Stykaliśmy się czołami. Melodia powoli ucichła. Jego dłonie mocniej oplotły
moją talię. Czułam jego oddech na szyi. Po mojej twarzy wciąż spływały łzy. Nie
czekałam na to, co zrobi. Zbliżyłam się i złączyłam nasze usta w pocałunku.
Jego wargi były tak przyjemnie miękkie. Chciałam, by ta chwila trwała wiecznie.
Jeśli miałabym taką możliwość, na zawsze pozostałabym w jego ramionach.
Niestety, wiedziałam, że to nie realne.
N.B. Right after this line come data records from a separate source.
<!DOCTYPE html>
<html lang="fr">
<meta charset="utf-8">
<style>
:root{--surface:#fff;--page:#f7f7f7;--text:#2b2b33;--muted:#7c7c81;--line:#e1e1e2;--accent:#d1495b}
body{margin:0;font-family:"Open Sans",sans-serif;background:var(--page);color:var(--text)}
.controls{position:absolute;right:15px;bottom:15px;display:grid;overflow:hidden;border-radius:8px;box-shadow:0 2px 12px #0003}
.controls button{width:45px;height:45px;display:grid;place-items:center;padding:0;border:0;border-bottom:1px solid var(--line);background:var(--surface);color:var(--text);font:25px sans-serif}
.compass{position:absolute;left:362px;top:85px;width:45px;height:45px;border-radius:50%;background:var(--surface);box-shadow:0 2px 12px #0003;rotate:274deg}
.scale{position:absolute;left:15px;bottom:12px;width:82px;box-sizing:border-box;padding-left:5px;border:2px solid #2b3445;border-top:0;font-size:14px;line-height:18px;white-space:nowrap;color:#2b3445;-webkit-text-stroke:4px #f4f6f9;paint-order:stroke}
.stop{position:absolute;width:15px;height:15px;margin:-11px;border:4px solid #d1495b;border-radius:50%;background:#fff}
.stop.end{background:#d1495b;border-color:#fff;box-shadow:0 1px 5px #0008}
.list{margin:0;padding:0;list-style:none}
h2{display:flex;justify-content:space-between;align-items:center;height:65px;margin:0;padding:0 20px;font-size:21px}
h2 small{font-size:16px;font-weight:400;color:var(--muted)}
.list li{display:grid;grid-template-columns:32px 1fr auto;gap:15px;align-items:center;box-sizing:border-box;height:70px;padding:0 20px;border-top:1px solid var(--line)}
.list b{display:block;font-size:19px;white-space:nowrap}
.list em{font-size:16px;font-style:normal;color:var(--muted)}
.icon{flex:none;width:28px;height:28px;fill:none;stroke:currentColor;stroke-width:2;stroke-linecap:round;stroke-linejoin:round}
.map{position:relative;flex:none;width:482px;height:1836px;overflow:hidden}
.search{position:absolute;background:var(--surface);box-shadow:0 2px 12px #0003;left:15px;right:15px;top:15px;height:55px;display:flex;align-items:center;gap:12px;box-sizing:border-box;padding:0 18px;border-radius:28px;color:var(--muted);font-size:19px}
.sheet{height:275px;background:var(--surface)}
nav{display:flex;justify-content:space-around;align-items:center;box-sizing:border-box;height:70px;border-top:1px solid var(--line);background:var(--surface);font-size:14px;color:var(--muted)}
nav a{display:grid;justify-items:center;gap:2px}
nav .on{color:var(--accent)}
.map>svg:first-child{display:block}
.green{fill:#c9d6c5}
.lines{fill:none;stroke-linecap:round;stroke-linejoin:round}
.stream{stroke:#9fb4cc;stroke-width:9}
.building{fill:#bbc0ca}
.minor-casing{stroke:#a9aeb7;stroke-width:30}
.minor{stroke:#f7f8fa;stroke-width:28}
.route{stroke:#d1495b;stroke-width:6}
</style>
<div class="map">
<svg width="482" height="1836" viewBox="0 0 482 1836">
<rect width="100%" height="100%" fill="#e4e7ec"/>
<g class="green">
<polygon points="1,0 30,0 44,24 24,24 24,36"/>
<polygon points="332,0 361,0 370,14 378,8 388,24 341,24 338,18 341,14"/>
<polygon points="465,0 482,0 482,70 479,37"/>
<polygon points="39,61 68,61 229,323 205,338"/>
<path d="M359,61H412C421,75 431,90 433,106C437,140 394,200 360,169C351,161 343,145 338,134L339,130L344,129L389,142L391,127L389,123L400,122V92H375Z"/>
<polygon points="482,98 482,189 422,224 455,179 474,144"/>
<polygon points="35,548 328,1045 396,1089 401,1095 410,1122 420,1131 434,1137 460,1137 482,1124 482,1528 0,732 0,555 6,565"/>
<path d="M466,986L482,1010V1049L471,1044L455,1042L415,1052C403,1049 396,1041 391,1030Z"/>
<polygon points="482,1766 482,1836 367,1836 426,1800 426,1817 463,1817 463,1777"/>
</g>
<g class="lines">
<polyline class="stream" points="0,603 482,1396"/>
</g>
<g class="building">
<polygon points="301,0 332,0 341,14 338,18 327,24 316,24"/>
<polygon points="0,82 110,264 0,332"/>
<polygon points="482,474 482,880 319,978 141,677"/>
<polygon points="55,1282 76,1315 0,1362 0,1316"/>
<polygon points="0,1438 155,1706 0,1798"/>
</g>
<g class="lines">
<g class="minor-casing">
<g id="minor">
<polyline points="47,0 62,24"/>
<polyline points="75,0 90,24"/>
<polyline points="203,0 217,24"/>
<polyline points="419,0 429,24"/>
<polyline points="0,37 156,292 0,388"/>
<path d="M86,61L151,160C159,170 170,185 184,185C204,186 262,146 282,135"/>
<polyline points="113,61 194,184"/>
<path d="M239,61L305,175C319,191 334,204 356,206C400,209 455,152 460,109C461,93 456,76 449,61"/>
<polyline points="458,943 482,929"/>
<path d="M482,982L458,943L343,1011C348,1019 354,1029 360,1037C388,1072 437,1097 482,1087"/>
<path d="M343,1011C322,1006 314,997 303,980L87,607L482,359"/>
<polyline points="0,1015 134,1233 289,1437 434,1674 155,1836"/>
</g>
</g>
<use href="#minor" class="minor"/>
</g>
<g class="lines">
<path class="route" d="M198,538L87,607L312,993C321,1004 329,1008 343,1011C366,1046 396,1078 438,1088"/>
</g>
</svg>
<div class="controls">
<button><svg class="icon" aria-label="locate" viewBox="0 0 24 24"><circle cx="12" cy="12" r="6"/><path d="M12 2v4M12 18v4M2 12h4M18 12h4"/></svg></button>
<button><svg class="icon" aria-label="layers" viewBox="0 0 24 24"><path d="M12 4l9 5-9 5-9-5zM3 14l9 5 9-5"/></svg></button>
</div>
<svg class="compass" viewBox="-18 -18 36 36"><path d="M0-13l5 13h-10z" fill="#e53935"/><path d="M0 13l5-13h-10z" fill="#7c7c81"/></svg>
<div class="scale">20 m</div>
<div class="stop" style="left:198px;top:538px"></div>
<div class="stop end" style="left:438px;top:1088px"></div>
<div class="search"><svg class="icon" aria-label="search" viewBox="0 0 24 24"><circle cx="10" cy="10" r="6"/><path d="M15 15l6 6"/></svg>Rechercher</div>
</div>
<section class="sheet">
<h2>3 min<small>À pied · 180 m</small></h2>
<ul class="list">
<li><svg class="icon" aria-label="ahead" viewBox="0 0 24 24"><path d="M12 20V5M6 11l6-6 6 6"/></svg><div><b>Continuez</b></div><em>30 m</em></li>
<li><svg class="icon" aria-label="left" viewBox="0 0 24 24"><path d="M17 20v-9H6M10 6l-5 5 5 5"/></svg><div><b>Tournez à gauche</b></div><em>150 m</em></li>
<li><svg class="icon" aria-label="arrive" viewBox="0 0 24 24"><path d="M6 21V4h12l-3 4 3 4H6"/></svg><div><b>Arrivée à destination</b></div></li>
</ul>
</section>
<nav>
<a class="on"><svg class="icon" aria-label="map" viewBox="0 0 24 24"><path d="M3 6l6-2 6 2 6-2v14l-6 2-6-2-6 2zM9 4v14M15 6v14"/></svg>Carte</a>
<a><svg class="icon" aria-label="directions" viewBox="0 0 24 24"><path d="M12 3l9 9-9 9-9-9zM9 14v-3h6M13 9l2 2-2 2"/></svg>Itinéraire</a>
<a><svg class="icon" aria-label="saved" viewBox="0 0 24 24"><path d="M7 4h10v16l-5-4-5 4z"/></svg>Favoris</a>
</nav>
Odsunęliśmy się od siebie powoli.
- Przepraszam. – szepnął i
wybiegł z pomieszczenia zostawiając mnie samą.
Podsumowując, mimo że to marne usprawiedliwienie, czas jest dla mnie największym wrogiem.
Przepraszam.
Przy tej okazji chciałam również złożyć wszystkim życzenia wielkanocne. Tak więc życzę wesołych świąt, smacznego jajka, ładnej pogody, słońca, uśmiechu, wypoczynku i spełnienia marzeń. Wszystkiego najlepszego!